■ Task instructions
Across the entries, count the lines that include "they" and report only that number.

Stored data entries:
Content starts

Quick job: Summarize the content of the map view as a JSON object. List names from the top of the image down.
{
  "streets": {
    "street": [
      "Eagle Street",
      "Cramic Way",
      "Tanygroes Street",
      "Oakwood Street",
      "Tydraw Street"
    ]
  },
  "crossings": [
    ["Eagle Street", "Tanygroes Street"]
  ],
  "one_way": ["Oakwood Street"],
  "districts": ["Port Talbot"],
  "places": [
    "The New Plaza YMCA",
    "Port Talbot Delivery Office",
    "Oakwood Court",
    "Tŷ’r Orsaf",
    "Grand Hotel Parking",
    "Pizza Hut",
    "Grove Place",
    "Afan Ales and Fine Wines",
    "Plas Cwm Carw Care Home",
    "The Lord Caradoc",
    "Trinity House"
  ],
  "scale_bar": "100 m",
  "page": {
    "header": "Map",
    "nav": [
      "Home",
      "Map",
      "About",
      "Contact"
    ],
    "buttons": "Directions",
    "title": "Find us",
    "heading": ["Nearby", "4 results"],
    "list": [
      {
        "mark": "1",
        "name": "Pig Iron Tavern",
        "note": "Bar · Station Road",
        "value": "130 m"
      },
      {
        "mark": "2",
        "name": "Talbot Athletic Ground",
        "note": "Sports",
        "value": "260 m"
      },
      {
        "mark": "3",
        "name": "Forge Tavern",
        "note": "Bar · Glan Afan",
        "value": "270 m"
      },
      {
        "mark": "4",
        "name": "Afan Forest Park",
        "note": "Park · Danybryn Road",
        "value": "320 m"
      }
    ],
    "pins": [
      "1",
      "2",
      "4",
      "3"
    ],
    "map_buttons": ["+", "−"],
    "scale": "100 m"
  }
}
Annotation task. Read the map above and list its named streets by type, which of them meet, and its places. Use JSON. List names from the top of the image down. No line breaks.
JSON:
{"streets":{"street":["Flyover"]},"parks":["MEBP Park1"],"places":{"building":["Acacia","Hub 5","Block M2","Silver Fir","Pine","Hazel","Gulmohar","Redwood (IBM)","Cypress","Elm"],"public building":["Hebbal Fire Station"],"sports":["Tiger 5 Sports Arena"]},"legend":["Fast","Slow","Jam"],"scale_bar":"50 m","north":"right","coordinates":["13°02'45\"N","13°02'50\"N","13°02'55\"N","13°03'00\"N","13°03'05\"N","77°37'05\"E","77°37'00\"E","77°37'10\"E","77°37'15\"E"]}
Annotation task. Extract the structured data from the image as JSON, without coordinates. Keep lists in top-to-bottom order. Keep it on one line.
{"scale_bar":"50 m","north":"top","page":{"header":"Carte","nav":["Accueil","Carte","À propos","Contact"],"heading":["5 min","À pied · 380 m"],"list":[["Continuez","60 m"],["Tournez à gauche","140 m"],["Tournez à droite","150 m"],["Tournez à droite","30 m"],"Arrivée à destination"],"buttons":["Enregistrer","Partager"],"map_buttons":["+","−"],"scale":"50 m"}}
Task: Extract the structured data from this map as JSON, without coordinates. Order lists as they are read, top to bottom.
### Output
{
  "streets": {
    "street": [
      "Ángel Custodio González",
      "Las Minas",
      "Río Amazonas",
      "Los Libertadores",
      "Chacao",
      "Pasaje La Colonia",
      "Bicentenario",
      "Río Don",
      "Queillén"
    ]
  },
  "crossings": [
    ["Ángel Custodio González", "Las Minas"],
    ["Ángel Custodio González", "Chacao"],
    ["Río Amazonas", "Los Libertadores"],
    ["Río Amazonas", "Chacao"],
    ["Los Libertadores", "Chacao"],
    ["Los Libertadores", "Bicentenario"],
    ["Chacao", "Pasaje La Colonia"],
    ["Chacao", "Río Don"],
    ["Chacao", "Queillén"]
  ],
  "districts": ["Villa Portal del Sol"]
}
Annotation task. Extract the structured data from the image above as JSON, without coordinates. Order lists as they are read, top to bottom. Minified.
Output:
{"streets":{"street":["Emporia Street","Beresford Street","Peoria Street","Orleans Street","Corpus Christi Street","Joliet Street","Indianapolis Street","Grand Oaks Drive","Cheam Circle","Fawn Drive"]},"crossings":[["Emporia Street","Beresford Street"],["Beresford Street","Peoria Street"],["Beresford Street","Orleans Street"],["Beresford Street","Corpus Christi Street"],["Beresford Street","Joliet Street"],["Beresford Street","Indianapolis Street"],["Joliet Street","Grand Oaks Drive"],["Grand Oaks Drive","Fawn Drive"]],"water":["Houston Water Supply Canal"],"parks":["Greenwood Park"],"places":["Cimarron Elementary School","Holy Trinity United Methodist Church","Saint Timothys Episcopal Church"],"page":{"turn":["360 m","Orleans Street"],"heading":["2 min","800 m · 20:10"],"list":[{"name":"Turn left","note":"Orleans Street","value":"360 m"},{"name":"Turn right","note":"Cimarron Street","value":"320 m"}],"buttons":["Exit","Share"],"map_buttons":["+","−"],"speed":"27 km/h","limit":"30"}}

Content ends

■ Reply to the task
2